An Introduction to Tuya and How to Build Consumption Ecosystems (1 of 2) (Tech Strategy)

In the past months, I’ve been looking at companies are on the enterprise and cloud side.  As opposed to the B2C side, which is where China / Asia tends to be very advanced. As part of this, I recently did a podcast about the fight for “dominant design” in cloud.

But when we talk about “cloud”, we are really talking about a mix of:

  • IoT devices and edge computing
  • Smartphones and ancillary devices
  • Connectivity, mostly 5G
  • Cloud and AI

We are really talking about the next overall architecture for computing and connectivity. It’s sweeping. And it’s a lot of chaos right now.

However, on top this new emerging architecture is a lot of action in enterprise software and services. From Microsoft Teams and to Zoom and Slack and many others. There is a sea of enterprise SaaS companies selling specific services. And trying to parlay that into a platform or larger ecosystem business model.

This tends to get mixed in with the bigger cloud architecture idea just mentioned. These enterprise software and services all run on the cloud, as opposed to being on premise like in the past. And they always call themselves “cloud platforms” and “cloud ecosystems”. We keep hearing these enterprise service companies pitching themselves as “IoT cloud”, “data ecosystems”, “experience management ecosystems” and so on.

It’s confusing.

The cloud architecture evolution is hard to predict. But I think we can make some solid predictions in enterprise software and services. Especially when it comes to competitive strengths and business models (my area). Although life is a lot simpler in B2C and apps on smartphones.

I generally think about three concepts when trying to understand the business models of enterprise services.

  • Digital Operating Basics.
  • Ecosystems vs. Platforms.
  • Hierarchies of Control.

These are all in the Concept Library. But first, let me introduce a new company that is making a play in this space, specifically in enterprise Internet of Things (IoT).

An Introduction to Tuya

Tuya is a Hangzhou-based company that offers an IoT platform-as-as-service (PaaS) to brands and original equipment manufacturers (OEMs). They sell this service to several thousand corporate customers, including Schneider Electric and Philips.

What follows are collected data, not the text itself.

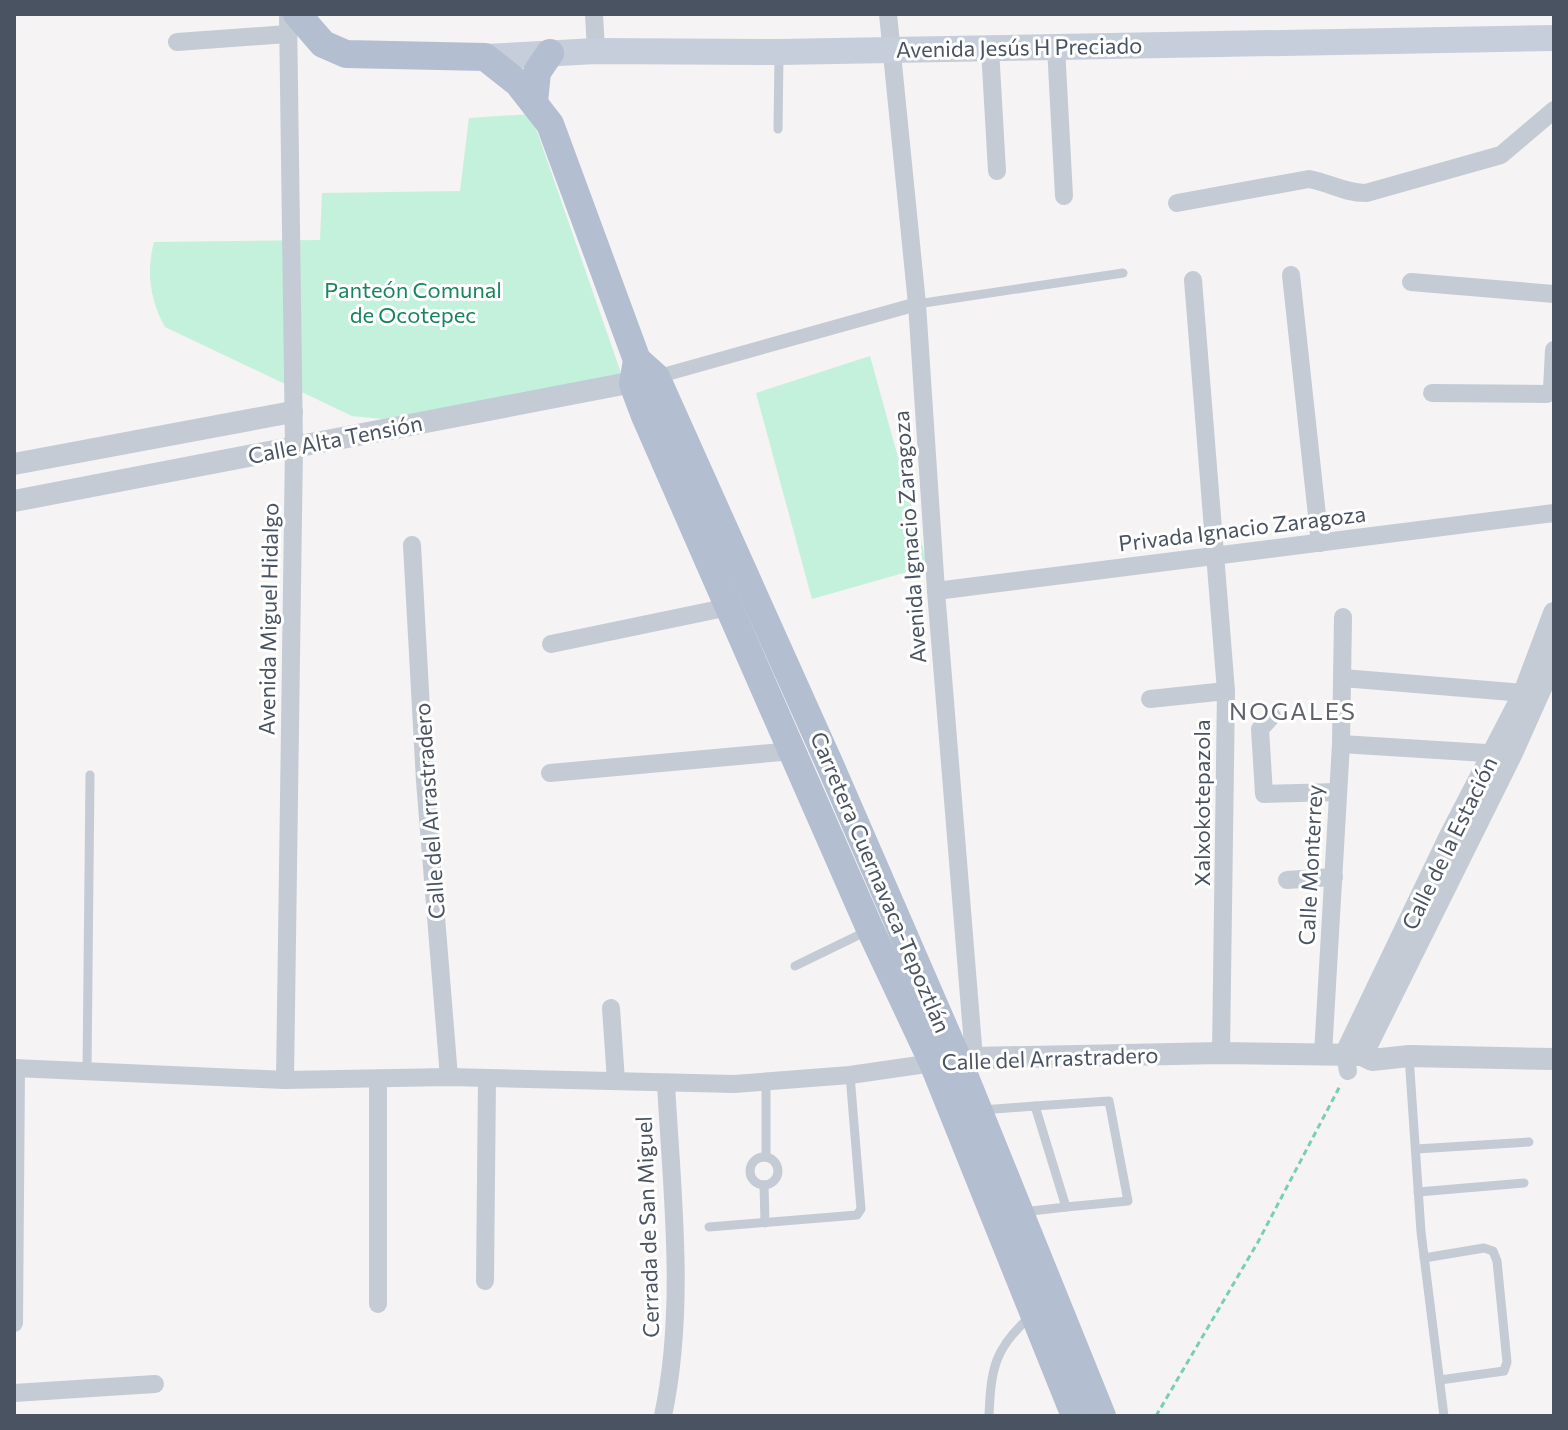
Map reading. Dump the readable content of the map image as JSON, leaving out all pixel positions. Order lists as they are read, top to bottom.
{
  "streets": {
    "main road": ["Avenida Jesús H Preciado", "Carretera Cuernavaca-Tepoztlán"],
    "street": [
      "Calle Alta Tensión",
      "Privada Ignacio Zaragoza",
      "Avenida Ignacio Zaragoza",
      "Avenida Miguel Hidalgo",
      "Xalxokotepazola",
      "Calle del Arrastradero",
      "Calle de la Estación",
      "Calle Monterrey",
      "Cerrada de San Miguel"
    ]
  },
  "crossings": [
    ["Avenida Jesús H Preciado", "Avenida Ignacio Zaragoza"],
    ["Avenida Jesús H Preciado", "Carretera Cuernavaca-Tepoztlán"],
    ["Calle Alta Tensión", "Avenida Miguel Hidalgo"],
    ["Calle Alta Tensión", "Carretera Cuernavaca-Tepoztlán"],
    ["Privada Ignacio Zaragoza", "Avenida Ignacio Zaragoza"],
    ["Privada Ignacio Zaragoza", "Xalxokotepazola"],
    ["Avenida Ignacio Zaragoza", "Calle del Arrastradero"],
    ["Avenida Ignacio Zaragoza", "Carretera Cuernavaca-Tepoztlán"],
    ["Avenida Miguel Hidalgo", "Calle del Arrastradero"],
    ["Xalxokotepazola", "Calle del Arrastradero"],
    ["Calle del Arrastradero", "Calle de la Estación"],
    ["Calle del Arrastradero", "Calle Monterrey"],
    ["Calle del Arrastradero", "Carretera Cuernavaca-Tepoztlán"],
    ["Calle del Arrastradero", "Cerrada de San Miguel"],
    ["Calle de la Estación", "Calle Monterrey"]
  ],
  "districts": ["NOGALES"],
  "parks": ["Panteón Comunal de Ocotepec"]
}
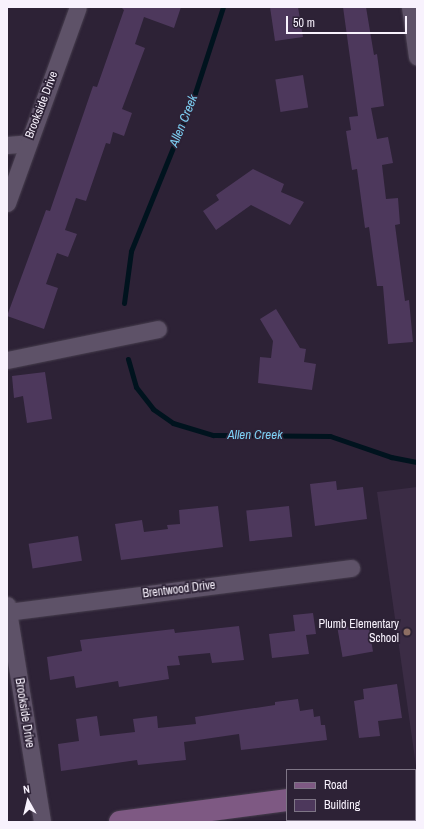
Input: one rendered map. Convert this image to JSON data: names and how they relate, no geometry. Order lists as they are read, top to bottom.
{
  "streets": {
    "street": ["Brookside Drive", "Brentwood Drive"]
  },
  "crossings": [
    ["Brookside Drive", "Brentwood Drive"]
  ],
  "water": ["Allen Creek"],
  "places": ["Plumb Elementary School"],
  "legend": ["Road", "Building"],
  "scale_bar": "50 m",
  "north": "top"
}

For their brand customers, they enable them to take a product like a toothbrush or humidifier and turn it into a smart device. They add the IoT hardware (semiconductors, Bluetooth, etc.) and software such that it is a connected device. And they provide the network and platform so both the users and the brand can connect with the device. And, given that most manufactured products come out of China / Asia, it is not surprising that a Chinese company has emerged early in IoT PaaS.

Tuya describes itself as:

  • “pioneering the IoT cloud platform”.
  • “enabling everything to be smart”
  • “an IoT developer ecosystem”

Tuya uses the following graphic in its 10-K. Read the text at the top. It’s pretty good.

The text is pretty good. The graphic is not great.

  • Ignore the Industry SaaS and Value-Added Services They are much, much smaller products for the company. The key product is the IoT PaaS.
  • The bottom of the graphic is also good. The system can run on AWS, Azure and Tencent Cloud, so it is somewhat cloud agnostic.
  • Ignore the rest of the graphic. I’ll give you a better explanation of its business model later.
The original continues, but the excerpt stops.